34 Estimation

34.1 Assumptions

We will assume that \((X_1, X_2, \ldots, X_n) | \theta {\; \stackrel{\text{iid}}{\sim}\;}F_{\theta}\) with prior distribution \(\theta \sim F_{\tau}\) unless stated otherwise. Shorthand for the former is \(\boldsymbol{X} | \theta {\; \stackrel{\text{iid}}{\sim}\;}F_{\theta}\).

We will write the pdf or pmf of \(X\) as \(f(x | \theta)\) as opposed to \(f(x ; \theta)\) because in the Bayesian framework this actually represents conditional probability.

We will write the pdf or pmf of \(\theta\) as \(f(\theta)\) or \(f(\theta ; \tau)\) or \(f(\theta | \tau)\). Always remember that prior distributions require paramater values, even if we don’t explicitly write them.

34.2 Posterior Distribution

The posterior distribution of \(\theta | \boldsymbol{X}\) is obtained through Bayes theorem:

\[\begin{align*} f(\theta | \boldsymbol{x}) & = \frac{f(\boldsymbol{x} | \theta) f(\theta)}{f(\boldsymbol{x})} = \frac{f(\boldsymbol{x} | \theta) f(\theta)}{\int f(\boldsymbol{x} | \theta^*) f(\theta^*) d\theta^*} \\ & \propto L(\theta ; \boldsymbol{x}) f(\theta) \end{align*}\]

34.3 Posterior Expectation

A very common point estimate of \(\theta\) in Bayesian inference is the posterior expected value:

\[\begin{align*} \operatorname{E}[\theta | \boldsymbol{x}] & = \int \theta f(\theta | \boldsymbol{x}) d\theta \\ & = \frac{\int \theta L(\theta ; \boldsymbol{x}) f(\theta) d\theta}{\int L(\theta ; \boldsymbol{x}) f(\theta) d\theta} \end{align*}\]

34.4 Posterior Interval

The Bayesian analog of the frequentist confidence interval is the \(1-\alpha\) posterior interval, where \(C_{\ell}\) and \(C_{u}\) are determined so that:

\[ 1-\alpha = \Pr(C_\ell \leq \theta \leq C_u | \boldsymbol{x}) \]

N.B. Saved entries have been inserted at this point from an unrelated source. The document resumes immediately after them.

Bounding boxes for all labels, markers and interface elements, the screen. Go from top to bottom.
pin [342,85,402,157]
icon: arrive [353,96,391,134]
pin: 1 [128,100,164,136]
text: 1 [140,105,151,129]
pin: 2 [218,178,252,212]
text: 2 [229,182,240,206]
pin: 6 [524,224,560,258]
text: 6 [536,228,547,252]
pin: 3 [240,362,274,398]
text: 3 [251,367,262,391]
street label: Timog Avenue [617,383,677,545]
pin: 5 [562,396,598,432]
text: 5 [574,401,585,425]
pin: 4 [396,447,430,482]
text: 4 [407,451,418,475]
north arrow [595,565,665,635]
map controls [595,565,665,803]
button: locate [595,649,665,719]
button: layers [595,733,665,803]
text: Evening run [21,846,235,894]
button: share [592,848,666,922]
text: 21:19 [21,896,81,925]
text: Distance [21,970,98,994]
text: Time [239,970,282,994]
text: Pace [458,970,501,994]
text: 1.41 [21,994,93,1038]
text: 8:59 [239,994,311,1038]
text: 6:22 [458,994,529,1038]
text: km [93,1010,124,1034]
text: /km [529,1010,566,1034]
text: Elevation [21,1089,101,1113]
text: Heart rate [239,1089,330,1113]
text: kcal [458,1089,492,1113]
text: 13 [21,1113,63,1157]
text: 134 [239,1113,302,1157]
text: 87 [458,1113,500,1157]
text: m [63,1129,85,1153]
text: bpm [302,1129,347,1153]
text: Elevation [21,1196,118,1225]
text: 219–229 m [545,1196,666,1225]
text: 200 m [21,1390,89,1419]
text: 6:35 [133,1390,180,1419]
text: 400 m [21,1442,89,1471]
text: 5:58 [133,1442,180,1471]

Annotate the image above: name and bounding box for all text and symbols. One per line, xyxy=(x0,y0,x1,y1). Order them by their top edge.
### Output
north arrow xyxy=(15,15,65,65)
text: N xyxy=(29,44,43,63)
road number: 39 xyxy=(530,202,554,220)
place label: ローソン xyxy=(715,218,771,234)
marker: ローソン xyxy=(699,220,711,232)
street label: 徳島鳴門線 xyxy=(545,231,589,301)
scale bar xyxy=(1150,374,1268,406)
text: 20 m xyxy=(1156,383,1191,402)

34.5 Maximum A Posteriori Probability

The maximum a posteriori probability (MAP) is the value (or values) of \(\theta\) that maximize the posterior pdf or pmf:

\[\begin{align*} \hat{\theta}_{\text{MAP}} & = \operatorname{argmax}_\theta \Pr(\theta | \boldsymbol{x}) \\ & = \operatorname{argmax}_\theta L(\theta ; \boldsymbol{x}) f(\theta) \end{align*}\]

This is a frequentist-esque use of the Bayesian framework.

34.6 Loss Functions

Let \(\mathcal{L}\left(\theta, \tilde{\theta}\right)\) be a loss function for a given estimator \(\tilde{\theta}\). Examples are

\[ \mathcal{L}\left(\theta, \tilde{\theta}\right) = \left(\theta - \tilde{\theta}\right)^2 \mbox{ or } \mathcal{L}\left(\theta, \tilde{\theta}\right) = \left|\theta - \tilde{\theta}\right|. \]

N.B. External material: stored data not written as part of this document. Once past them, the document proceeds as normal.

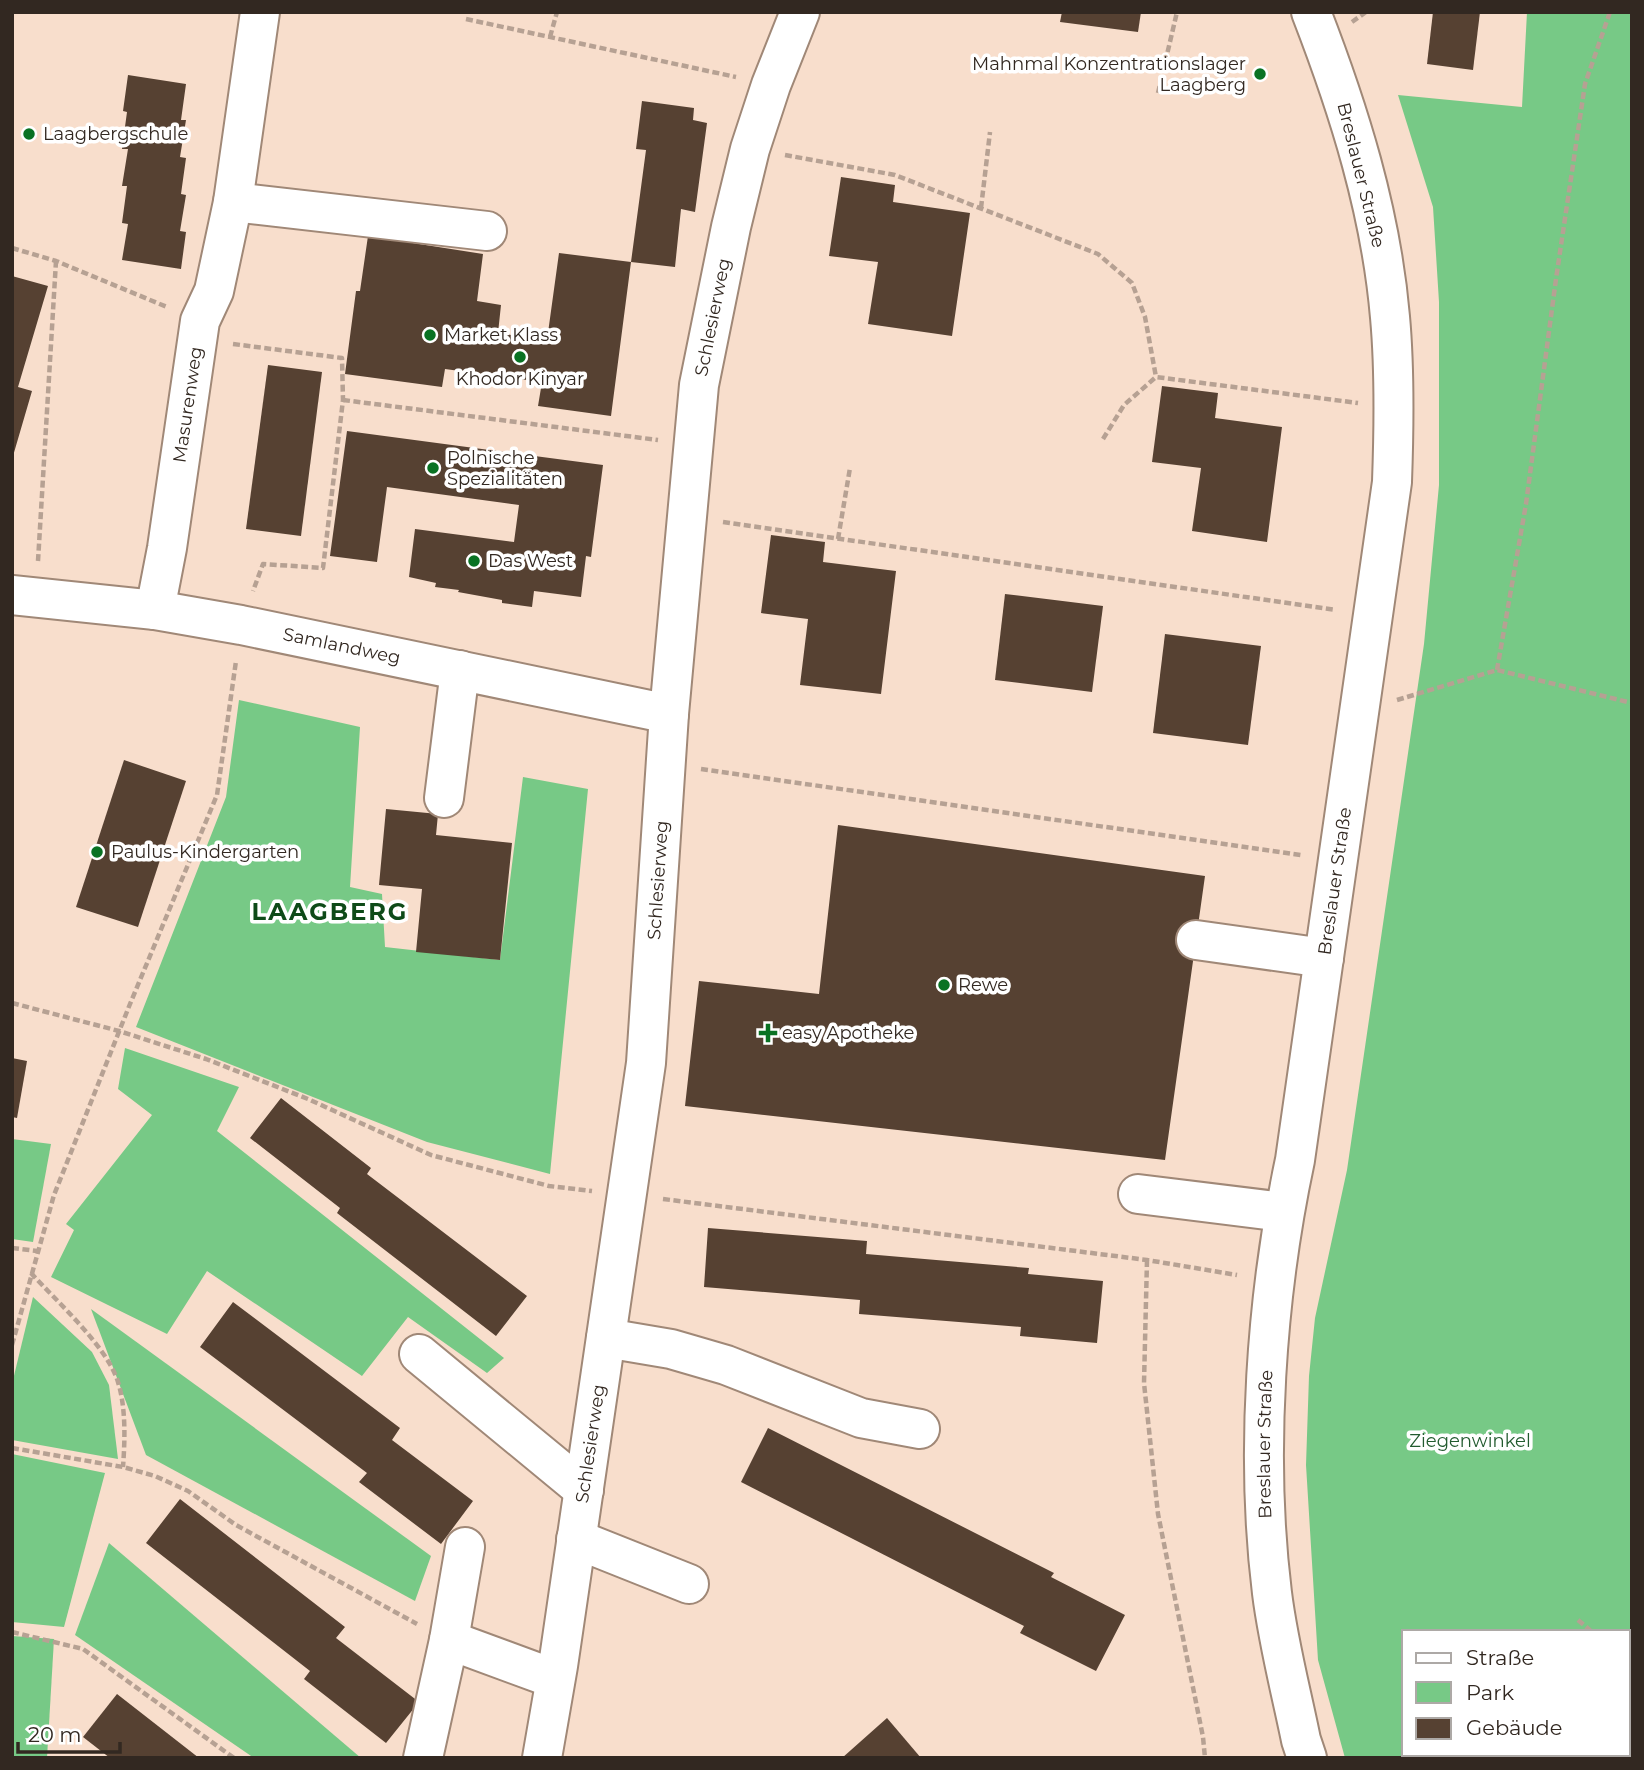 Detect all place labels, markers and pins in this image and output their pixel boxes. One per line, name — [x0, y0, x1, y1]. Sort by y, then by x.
place label: Mahnmal Konzentrationslager Laagberg — [972, 53, 1246, 96]
marker: Mahnmal Konzentrationslager Laagberg — [1252, 66, 1268, 82]
place label: Laagbergschule — [43, 123, 188, 145]
marker: Laagbergschule — [21, 126, 37, 142]
place label: Market Klass — [444, 324, 558, 346]
marker: Market Klass — [422, 327, 438, 343]
marker: Khodor Kinyar — [512, 349, 528, 365]
place label: Khodor Kinyar — [456, 368, 584, 390]
place label: Polnische Spezialitäten — [447, 447, 563, 490]
marker: Polnische Spezialitäten — [425, 460, 441, 476]
place label: Das West — [488, 550, 573, 572]
marker: Das West — [466, 553, 482, 569]
place label: Paulus-Kindergarten — [111, 841, 299, 863]
marker: Paulus-Kindergarten — [89, 844, 105, 860]
place label: Rewe — [958, 974, 1008, 996]
marker: Rewe — [936, 977, 952, 993]
place label: easy Apotheke — [782, 1022, 915, 1044]
marker: easy Apotheke — [760, 1025, 776, 1041]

Note that, where the expected value is over \(f(\boldsymbol{x}; \theta)\):

\[\begin{align*} \operatorname{E}\left[\left(\theta - \tilde{\theta}\right)^2\right] & = \left(\operatorname{E}\left[\tilde{\theta}\right] - \theta\right)^2 + \operatorname{Var}\left(\tilde{\theta}\right) \\ & = \mbox{bias}^2 + \mbox{variance} \end{align*}\]

34.7 Bayes Risk

The Bayes risk, \(R\left(\theta, \tilde{\theta}\right)\), is the expected loss with respect to the posterior:

\[ {\operatorname{E}}\left[ \left. \mathcal{L}\left(\theta, \tilde{\theta}\right) \right| \boldsymbol{x} \right] = \int \mathcal{L}\left(\theta, \tilde{\theta}\right) f(\theta | \boldsymbol{x}) d\theta \]

34.8 Bayes Estimators

The Bayes estimator minimizes the Bayes risk.

The posterior expectation \({\operatorname{E}}\left[ \left. \theta \right| \boldsymbol{x} \right]\) minimizes the Bayes risk of \(\mathcal{L}\left(\theta, \tilde{\theta}\right) = \left(\theta - \tilde{\theta}\right)^2\).

The median of \(f(\theta | \boldsymbol{x})\), calculated by \(F^{-1}_{\theta | \boldsymbol{x}}(1/2)\), minimizes the Bayes risk of \(\mathcal{L}\left(\theta, \tilde{\theta}\right) = \left|\theta - \tilde{\theta}\right|\).